CHAPTER 26

I don’t feel well. Understatement of the year, the decade, the century. After exactly zero hour’s sleep, Sunday is just an extension of Saturday. I lie in bed for ages, waiting for my stomach to stop churning and for my thoughts to switch off. I can’t relax. I repeat, Lights off, nobody home, vainly trying to convince myself I’m done thinking for today. But … although the ecstatic feeling is long gone, the crazy thought process and wide-awakeness persist. Stop this ride! I want to get off!

I’m in conflict. Body wants to shut down; brain wants to talk. Right now, it’s chattering pretty damn loudly.

What if Isaac never accepts me as Finn’s girlfriend? Or he makes Finn choose between us? Finn won’t stop talking to his brother… And does Isaac really fancy me, like Finn said?

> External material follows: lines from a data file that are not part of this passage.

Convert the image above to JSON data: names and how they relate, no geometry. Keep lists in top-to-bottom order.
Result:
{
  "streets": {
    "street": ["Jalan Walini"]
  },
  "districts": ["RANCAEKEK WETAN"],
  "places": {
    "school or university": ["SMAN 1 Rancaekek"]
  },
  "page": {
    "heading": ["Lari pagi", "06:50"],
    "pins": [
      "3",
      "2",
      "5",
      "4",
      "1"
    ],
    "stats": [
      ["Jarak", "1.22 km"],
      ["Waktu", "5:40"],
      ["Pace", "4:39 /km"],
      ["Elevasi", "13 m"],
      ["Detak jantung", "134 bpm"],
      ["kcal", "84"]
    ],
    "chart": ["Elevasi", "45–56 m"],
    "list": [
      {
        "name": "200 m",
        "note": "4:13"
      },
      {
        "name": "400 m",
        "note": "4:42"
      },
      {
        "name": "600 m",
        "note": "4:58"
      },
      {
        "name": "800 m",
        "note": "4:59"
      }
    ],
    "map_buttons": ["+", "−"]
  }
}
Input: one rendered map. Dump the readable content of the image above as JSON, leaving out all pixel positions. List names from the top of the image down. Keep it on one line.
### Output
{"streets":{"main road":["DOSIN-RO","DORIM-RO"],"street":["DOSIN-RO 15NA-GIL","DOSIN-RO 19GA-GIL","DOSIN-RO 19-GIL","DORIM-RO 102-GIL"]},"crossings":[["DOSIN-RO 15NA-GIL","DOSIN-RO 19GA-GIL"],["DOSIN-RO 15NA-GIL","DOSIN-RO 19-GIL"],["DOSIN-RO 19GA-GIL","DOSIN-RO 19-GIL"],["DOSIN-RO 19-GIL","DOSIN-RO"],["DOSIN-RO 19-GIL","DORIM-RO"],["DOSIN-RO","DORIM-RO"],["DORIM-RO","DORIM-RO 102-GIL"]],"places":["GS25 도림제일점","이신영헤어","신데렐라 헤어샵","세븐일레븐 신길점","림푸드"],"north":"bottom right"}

Isaacgate is coming. I can feel it.

And besides all that churning around in my head, this:

HOLY CRAP, I TOOK DRUGS.

THEY WERE AMAZING.

THANK FUCK, I’M STILL ALIVE.

OHMYGOD, I FEEL AWFUL.

Was it worth it? Now it’s over, feeling the pain of the comedown, the epic hangover, I’m not so sure.

I confide in Dad that I had a bit to drink on Saturday night. I can’t really hide that I’m a wreck, so I have to say something. He laughs. “That’ll learn ya.”

I fall asleep mid-afternoon, but wake at one thirty a.m., six hours ahead of schedule. Not good. I try to get back to sleep but my body refuses. I shift under the sheets, fluff my pillow, take some painkillers. Still awake. Then BEEPBEEPBEEPBEEPBEEP… Siren of doom, most hated sound in the known universe. Why is it that now, at seven thirty a.m., when I actually have to get up and resemble a human being, I feel compelled to hibernate for ever? OH GOD. I have to go to school, and if they ask me what I did this weekend I’ll just crumble and cry because I am a sleep-deprived-shell-of-my-former-self wreck of a person today.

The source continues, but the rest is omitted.